The stolen generation
F. Scott Fitzgerald and his wife Zelda are among the many famous literary figures who have called Westport home, although their stay was brief. The newly-wed couple were here for six-months in 1920 during which time Fitzgerald began writing his second novel, The Beautiful and Damned.
A stolen manuscript is at the heart of the newly-released The Fitzgerald Ruse, the second title in Mark Castrique’s Blackman-Robertson series.
Former U.S. military CID Chief Warrant officer Sam Blackman and his partner Nakayla Robertson have opened a detective agency in Asheville, North Carolina. Their first client is Ethel Barkley, a charming elderly woman who hires them to retrieve a lockbox that she claims holds a valuable F. Scott Fitzgerald manuscript which she stole from the author in 1935 while he was living at the stately Grove Park Inn.
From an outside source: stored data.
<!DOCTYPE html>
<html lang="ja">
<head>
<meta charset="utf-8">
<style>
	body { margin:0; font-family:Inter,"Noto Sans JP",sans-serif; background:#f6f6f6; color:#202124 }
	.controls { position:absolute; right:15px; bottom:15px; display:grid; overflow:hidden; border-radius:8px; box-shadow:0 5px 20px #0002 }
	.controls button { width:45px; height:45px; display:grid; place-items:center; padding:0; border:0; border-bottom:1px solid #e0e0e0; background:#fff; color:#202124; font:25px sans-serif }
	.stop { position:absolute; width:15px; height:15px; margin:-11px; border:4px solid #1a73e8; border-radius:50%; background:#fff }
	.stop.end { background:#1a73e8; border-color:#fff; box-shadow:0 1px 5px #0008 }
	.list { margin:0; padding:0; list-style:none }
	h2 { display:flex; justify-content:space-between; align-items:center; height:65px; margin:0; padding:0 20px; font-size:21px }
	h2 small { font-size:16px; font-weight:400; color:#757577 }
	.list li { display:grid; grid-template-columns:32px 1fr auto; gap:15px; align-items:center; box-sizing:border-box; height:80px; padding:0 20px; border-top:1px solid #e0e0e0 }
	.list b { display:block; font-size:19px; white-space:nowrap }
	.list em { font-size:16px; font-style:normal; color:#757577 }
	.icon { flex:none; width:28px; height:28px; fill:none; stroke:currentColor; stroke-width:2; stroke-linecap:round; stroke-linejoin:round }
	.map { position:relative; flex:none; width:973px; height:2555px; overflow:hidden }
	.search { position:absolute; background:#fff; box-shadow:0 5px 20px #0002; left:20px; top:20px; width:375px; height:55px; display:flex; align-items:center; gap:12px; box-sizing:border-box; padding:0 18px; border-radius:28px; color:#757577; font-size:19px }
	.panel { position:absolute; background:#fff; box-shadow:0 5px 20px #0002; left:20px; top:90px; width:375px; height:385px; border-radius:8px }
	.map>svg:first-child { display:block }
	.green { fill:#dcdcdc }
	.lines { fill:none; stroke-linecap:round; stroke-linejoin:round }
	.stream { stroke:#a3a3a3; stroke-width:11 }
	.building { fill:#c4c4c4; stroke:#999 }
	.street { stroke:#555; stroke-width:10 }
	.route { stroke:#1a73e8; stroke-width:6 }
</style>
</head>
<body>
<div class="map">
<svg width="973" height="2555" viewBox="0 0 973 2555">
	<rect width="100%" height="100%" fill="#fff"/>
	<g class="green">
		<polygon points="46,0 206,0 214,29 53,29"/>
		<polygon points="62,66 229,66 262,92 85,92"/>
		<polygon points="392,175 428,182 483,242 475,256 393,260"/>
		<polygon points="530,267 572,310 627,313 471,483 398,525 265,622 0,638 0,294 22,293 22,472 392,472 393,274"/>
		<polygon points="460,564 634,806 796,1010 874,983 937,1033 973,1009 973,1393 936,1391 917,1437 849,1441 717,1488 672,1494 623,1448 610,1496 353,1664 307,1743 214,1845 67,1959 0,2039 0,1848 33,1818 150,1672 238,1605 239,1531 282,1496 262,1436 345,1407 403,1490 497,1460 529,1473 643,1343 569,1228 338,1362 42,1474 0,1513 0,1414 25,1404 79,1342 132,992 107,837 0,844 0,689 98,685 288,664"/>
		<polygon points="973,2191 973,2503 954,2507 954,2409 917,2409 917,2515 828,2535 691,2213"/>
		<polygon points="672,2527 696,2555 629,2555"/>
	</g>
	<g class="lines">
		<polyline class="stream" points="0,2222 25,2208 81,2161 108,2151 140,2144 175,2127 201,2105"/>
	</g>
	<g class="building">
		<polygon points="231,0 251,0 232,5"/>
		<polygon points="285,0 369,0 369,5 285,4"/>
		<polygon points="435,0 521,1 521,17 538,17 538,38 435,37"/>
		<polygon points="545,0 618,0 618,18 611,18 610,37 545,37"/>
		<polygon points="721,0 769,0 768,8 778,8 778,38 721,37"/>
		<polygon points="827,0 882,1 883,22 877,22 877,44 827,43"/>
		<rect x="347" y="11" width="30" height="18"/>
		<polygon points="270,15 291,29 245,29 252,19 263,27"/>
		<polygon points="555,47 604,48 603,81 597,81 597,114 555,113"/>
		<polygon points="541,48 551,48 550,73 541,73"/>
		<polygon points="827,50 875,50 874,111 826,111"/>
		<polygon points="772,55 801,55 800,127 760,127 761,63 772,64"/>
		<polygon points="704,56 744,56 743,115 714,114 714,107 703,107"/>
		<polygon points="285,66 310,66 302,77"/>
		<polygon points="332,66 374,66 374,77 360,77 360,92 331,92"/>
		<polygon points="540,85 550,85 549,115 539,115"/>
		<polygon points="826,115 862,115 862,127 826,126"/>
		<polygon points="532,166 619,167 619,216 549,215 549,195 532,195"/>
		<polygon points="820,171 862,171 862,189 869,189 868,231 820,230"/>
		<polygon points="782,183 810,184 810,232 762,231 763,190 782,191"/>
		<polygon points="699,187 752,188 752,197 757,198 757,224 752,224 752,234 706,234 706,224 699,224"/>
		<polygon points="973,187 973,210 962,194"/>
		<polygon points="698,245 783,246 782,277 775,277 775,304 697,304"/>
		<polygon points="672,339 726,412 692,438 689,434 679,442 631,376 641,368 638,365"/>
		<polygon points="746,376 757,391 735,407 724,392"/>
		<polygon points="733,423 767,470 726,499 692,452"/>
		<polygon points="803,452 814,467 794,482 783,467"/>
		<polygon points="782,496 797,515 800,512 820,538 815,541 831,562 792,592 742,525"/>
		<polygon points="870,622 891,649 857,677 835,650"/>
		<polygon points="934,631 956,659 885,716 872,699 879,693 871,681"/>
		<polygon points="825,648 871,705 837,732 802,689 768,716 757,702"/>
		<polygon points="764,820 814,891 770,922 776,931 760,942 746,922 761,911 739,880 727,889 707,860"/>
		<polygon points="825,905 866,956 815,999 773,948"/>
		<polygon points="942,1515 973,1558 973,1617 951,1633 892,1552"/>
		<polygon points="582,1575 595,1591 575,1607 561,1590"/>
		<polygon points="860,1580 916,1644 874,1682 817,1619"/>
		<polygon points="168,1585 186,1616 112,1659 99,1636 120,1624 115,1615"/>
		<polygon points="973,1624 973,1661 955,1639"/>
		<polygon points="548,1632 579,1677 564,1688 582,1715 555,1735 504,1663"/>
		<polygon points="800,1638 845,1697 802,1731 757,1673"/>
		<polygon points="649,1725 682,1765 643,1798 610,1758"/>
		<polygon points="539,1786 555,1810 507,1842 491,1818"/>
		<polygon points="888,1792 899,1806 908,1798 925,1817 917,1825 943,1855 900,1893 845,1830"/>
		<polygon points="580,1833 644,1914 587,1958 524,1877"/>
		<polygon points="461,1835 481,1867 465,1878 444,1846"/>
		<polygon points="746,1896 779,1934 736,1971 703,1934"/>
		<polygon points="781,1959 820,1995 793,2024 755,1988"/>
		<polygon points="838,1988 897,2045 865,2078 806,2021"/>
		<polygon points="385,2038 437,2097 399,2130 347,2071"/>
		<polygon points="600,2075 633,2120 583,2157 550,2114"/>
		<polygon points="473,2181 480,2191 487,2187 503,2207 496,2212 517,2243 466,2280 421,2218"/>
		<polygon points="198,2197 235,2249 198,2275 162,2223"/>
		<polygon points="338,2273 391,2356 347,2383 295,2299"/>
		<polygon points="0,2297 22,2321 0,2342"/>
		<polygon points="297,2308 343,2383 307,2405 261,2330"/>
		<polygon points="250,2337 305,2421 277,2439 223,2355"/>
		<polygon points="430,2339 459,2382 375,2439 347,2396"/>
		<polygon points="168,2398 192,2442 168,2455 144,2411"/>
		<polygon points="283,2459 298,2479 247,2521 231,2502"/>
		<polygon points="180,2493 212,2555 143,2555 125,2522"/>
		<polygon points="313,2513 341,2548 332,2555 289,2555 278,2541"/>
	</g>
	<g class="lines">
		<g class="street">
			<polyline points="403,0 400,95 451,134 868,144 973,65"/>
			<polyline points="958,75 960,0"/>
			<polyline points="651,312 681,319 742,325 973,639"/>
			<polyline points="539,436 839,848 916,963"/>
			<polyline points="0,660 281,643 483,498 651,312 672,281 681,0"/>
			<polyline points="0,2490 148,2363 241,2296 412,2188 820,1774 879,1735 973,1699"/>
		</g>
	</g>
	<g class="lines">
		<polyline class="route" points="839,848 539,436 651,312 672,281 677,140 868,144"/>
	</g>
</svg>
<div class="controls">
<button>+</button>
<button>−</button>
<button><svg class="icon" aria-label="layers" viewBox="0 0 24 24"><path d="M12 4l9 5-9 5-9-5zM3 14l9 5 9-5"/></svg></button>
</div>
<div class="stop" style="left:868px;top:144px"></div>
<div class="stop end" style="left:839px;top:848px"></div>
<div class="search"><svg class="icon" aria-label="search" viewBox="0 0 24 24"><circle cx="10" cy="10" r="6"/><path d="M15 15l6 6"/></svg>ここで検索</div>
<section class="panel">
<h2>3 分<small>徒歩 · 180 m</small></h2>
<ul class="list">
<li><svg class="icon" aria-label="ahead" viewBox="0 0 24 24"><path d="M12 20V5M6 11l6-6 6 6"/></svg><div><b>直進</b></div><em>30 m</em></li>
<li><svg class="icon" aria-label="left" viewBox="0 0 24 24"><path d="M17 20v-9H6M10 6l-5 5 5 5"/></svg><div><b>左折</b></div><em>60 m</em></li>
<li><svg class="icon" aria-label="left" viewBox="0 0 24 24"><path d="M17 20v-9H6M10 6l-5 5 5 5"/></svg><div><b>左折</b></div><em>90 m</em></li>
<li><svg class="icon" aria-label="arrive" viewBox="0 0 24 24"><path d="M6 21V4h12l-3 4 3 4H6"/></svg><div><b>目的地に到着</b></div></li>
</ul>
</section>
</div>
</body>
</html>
Sam and Nakayla no sooner retrieve the box – which is sealed with hardened metal bearing the imprint of a swastika – than someone steals it from their office, killing a security guard in the process. There is evidence that the theft may be part of an attempt to maintain the secrecy of a 1930s American fascist organization. Or … it may be payback from rogue Blackwater mercenaries who have a score to settle with Sam.
When Sam revisits Ethel he finds her now somewhat hostile and her subsequent murder raises the stakes.
Publishers Weekly says “Readers will hope to see a lot more of the book's amiable characters, in particular, Sam and Nakayla, whose comfortable banter lends the story much of its charm."
The first book in the series was Blackman’s Coffin (2008), and Library Journal praised the author’s “effortless storytelling.”
A mystery classic associated with Fitzgerald is David Handler’s The Man Who Would Be F. Scott Fitzgerald, which was a 1990 Edgar winner. Handler’s series character, Stewart “Hoagy” Hoag – ghostwriter of celebrity memoirs and reluctant amateur detective – is called in when wildly bestselling first-time novelist Cam Noyes, who is said to write with "a lyrical voice like F. Scott Fitzgerald", has been too busy running with the brat pack to write his long-overdue second book. Hoagy really has his hands full when bodies start piling up faster than manuscript pages.
Want to read a bit of mystery by the man himself? You can view the text of The Mystery of Raymond Mortgage – a short story Fitzgerald wrote in 1909 when he was thirteen years old – online. The story resurfaced some 50 years after its initial publication and was included in the March 1960 issue of Ellery Queen Mystery Magazine.